___ Given material ___
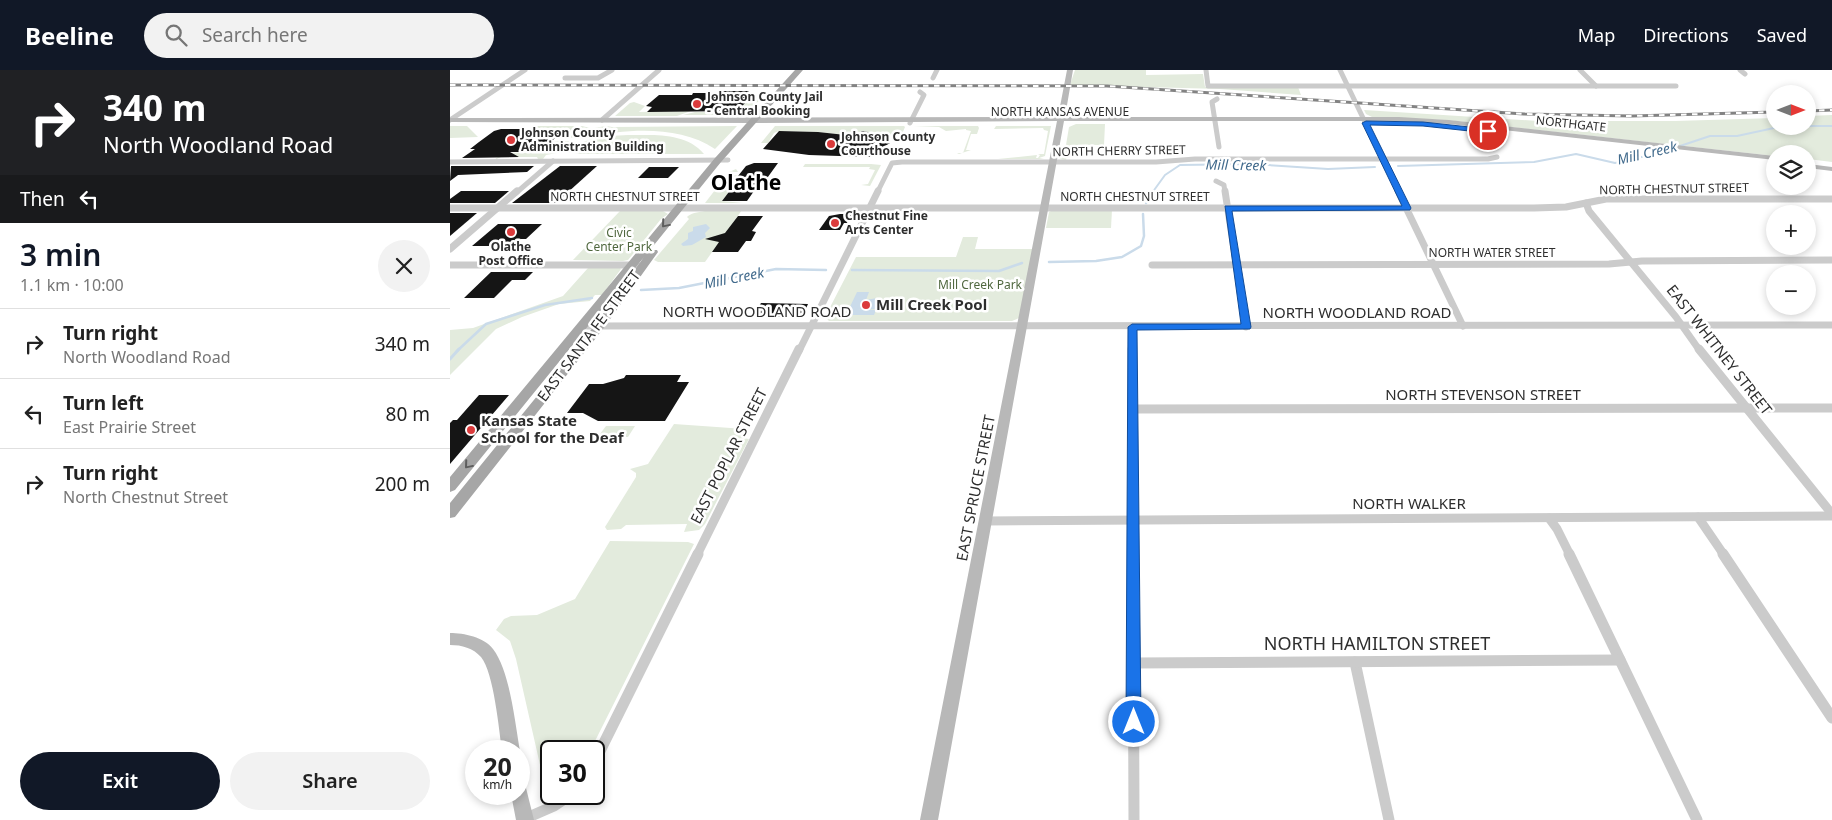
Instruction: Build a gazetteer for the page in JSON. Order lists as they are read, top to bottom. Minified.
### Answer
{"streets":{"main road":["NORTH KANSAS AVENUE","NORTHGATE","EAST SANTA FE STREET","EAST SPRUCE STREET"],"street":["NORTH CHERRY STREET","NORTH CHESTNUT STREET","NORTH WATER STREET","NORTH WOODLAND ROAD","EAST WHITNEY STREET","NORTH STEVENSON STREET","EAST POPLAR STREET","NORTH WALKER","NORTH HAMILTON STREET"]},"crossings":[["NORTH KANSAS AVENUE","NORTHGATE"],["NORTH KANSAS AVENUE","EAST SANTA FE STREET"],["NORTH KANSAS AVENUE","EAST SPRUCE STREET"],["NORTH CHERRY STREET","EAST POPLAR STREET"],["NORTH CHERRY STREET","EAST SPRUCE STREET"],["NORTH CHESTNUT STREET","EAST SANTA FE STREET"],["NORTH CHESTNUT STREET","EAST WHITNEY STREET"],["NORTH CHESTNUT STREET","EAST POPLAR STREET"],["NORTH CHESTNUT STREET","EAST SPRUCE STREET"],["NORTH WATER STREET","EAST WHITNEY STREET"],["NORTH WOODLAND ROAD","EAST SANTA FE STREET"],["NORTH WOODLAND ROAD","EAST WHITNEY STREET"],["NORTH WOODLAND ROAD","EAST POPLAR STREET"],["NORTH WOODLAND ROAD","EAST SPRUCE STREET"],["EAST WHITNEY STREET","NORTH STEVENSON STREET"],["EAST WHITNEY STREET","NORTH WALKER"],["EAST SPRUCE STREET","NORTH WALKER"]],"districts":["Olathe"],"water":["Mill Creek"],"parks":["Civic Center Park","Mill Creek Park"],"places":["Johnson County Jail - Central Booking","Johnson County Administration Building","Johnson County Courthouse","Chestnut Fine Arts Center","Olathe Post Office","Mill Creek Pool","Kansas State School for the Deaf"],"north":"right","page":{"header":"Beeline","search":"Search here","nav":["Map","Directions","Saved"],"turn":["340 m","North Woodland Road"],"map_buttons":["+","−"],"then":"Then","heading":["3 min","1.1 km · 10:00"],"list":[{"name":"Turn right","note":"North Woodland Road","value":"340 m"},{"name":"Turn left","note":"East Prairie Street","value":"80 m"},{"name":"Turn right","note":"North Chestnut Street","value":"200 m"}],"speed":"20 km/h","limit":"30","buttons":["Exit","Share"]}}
___
» **What is expected**
Copy the data word for word and omit every picture.

» **Solution to the problem**
Instruction: Build a gazetteer for the page in JSON. Order lists as they are read, top to bottom. Minified.
### Answer
{"streets":{"main road":["NORTH KANSAS AVENUE","NORTHGATE","EAST SANTA FE STREET","EAST SPRUCE STREET"],"street":["NORTH CHERRY STREET","NORTH CHESTNUT STREET","NORTH WATER STREET","NORTH WOODLAND ROAD","EAST WHITNEY STREET","NORTH STEVENSON STREET","EAST POPLAR STREET","NORTH WALKER","NORTH HAMILTON STREET"]},"crossings":[["NORTH KANSAS AVENUE","NORTHGATE"],["NORTH KANSAS AVENUE","EAST SANTA FE STREET"],["NORTH KANSAS AVENUE","EAST SPRUCE STREET"],["NORTH CHERRY STREET","EAST POPLAR STREET"],["NORTH CHERRY STREET","EAST SPRUCE STREET"],["NORTH CHESTNUT STREET","EAST SANTA FE STREET"],["NORTH CHESTNUT STREET","EAST WHITNEY STREET"],["NORTH CHESTNUT STREET","EAST POPLAR STREET"],["NORTH CHESTNUT STREET","EAST SPRUCE STREET"],["NORTH WATER STREET","EAST WHITNEY STREET"],["NORTH WOODLAND ROAD","EAST SANTA FE STREET"],["NORTH WOODLAND ROAD","EAST WHITNEY STREET"],["NORTH WOODLAND ROAD","EAST POPLAR STREET"],["NORTH WOODLAND ROAD","EAST SPRUCE STREET"],["EAST WHITNEY STREET","NORTH STEVENSON STREET"],["EAST WHITNEY STREET","NORTH WALKER"],["EAST SPRUCE STREET","NORTH WALKER"]],"districts":["Olathe"],"water":["Mill Creek"],"parks":["Civic Center Park","Mill Creek Park"],"places":["Johnson County Jail - Central Booking","Johnson County Administration Building","Johnson County Courthouse","Chestnut Fine Arts Center","Olathe Post Office","Mill Creek Pool","Kansas State School for the Deaf"],"north":"right","page":{"header":"Beeline","search":"Search here","nav":["Map","Directions","Saved"],"turn":["340 m","North Woodland Road"],"map_buttons":["+","−"],"then":"Then","heading":["3 min","1.1 km · 10:00"],"list":[{"name":"Turn right","note":"North Woodland Road","value":"340 m"},{"name":"Turn left","note":"East Prairie Street","value":"80 m"},{"name":"Turn right","note":"North Chestnut Street","value":"200 m"}],"speed":"20 km/h","limit":"30","buttons":["Exit","Share"]}}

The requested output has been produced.